Directions for this task:
Identify all lines in the data containing the string "delle". Copy them out.

Records shown:

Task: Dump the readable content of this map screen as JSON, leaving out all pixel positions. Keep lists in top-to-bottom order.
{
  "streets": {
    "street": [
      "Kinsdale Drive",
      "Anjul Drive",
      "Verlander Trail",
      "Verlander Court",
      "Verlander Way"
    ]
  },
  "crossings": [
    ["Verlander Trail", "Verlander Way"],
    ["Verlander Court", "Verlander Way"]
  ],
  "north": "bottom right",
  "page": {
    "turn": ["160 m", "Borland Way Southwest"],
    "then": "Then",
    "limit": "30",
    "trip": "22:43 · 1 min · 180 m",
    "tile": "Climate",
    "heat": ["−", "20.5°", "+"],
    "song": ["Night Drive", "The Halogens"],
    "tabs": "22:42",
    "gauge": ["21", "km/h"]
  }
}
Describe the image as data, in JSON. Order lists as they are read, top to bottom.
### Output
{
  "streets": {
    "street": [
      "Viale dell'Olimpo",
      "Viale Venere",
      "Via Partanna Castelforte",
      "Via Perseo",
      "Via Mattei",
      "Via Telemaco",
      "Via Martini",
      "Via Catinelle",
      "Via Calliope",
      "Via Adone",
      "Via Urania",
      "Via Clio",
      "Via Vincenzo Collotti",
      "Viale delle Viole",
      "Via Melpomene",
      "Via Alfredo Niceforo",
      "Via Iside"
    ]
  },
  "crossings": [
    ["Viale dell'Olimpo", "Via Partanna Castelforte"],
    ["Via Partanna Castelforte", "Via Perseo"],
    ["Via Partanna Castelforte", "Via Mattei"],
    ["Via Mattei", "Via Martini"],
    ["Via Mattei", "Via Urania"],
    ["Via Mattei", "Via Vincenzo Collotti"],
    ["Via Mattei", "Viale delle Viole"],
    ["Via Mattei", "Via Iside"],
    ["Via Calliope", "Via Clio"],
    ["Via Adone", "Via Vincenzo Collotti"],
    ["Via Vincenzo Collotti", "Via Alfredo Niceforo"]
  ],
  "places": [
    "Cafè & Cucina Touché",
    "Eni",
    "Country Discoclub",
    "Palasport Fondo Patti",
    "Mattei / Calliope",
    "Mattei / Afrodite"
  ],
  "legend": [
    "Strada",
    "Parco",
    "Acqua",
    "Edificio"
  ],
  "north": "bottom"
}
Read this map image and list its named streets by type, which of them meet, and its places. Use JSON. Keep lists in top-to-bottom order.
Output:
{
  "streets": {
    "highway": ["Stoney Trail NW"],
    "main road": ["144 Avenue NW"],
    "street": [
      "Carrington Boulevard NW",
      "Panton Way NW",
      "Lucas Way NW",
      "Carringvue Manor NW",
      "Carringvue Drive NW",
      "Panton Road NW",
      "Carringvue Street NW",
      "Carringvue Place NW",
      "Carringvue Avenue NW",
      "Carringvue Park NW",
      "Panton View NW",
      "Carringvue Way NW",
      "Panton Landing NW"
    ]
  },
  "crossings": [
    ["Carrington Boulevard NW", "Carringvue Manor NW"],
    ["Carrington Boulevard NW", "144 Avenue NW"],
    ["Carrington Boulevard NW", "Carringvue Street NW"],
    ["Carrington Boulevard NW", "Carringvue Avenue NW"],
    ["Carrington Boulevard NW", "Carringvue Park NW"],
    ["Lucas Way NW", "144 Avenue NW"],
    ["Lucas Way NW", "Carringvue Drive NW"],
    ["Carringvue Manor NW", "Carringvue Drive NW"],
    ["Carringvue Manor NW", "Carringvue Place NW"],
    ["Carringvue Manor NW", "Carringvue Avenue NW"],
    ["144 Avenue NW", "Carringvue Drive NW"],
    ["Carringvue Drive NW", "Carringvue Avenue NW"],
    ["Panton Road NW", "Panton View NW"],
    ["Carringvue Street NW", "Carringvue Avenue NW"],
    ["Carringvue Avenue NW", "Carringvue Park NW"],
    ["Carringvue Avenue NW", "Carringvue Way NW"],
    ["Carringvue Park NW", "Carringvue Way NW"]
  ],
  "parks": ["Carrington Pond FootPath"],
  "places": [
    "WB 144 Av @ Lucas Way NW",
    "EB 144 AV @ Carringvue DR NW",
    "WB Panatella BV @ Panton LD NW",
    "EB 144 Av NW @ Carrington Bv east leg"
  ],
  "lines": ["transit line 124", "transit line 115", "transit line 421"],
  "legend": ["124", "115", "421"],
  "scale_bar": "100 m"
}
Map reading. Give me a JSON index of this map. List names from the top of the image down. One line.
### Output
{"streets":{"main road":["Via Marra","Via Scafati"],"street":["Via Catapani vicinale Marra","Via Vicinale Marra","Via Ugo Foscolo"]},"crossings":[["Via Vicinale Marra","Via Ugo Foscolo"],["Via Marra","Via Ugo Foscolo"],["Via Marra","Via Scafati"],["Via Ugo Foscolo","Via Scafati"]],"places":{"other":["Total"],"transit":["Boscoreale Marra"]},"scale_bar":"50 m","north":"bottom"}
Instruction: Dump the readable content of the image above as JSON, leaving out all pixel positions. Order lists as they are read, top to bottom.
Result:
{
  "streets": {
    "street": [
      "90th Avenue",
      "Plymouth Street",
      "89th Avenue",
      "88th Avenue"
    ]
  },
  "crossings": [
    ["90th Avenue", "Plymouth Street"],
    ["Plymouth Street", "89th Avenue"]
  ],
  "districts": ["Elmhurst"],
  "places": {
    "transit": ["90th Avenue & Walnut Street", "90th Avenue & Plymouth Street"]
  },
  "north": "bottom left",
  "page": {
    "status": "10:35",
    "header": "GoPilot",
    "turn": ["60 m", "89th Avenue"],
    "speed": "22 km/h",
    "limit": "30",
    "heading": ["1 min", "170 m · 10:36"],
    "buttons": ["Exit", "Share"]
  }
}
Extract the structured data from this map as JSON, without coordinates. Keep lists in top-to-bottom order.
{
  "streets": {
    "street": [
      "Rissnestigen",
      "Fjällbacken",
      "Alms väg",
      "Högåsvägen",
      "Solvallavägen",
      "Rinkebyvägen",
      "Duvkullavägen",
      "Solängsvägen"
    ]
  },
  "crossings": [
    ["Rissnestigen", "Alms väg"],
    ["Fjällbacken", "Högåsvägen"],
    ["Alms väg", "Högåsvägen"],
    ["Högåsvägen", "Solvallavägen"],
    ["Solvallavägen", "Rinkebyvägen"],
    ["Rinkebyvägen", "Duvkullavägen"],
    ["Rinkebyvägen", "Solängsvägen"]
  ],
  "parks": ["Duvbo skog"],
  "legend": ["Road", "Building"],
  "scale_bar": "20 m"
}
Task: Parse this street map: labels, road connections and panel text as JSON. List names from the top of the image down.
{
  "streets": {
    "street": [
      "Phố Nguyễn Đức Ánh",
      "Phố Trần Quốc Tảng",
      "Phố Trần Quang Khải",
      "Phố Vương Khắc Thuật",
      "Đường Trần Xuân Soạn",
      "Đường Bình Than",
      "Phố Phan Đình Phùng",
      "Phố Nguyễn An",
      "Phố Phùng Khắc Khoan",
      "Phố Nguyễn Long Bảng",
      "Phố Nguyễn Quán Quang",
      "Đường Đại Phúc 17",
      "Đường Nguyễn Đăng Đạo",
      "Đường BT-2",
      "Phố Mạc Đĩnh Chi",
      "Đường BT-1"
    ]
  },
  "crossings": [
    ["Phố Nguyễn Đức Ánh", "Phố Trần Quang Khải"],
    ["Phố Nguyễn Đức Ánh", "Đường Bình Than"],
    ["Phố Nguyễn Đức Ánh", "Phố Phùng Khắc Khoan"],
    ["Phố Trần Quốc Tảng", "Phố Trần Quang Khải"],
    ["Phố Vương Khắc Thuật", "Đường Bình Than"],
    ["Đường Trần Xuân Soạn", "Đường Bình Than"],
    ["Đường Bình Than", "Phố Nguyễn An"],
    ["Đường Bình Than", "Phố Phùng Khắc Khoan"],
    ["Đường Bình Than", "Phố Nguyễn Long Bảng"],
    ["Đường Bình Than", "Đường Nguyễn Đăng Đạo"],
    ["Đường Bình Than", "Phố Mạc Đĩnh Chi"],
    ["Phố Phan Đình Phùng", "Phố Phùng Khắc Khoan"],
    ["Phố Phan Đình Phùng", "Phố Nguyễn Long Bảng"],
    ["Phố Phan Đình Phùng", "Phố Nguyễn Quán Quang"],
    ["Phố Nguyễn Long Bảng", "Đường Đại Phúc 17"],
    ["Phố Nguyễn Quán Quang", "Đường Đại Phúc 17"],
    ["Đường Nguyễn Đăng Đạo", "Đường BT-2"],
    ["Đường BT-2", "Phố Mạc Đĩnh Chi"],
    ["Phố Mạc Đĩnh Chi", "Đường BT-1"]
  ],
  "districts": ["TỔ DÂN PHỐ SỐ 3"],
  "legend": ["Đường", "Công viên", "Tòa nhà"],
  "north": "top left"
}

Solution for this exercise:
      "Viale delle Viole",
    ["Via Mattei", "Viale delle Viole"],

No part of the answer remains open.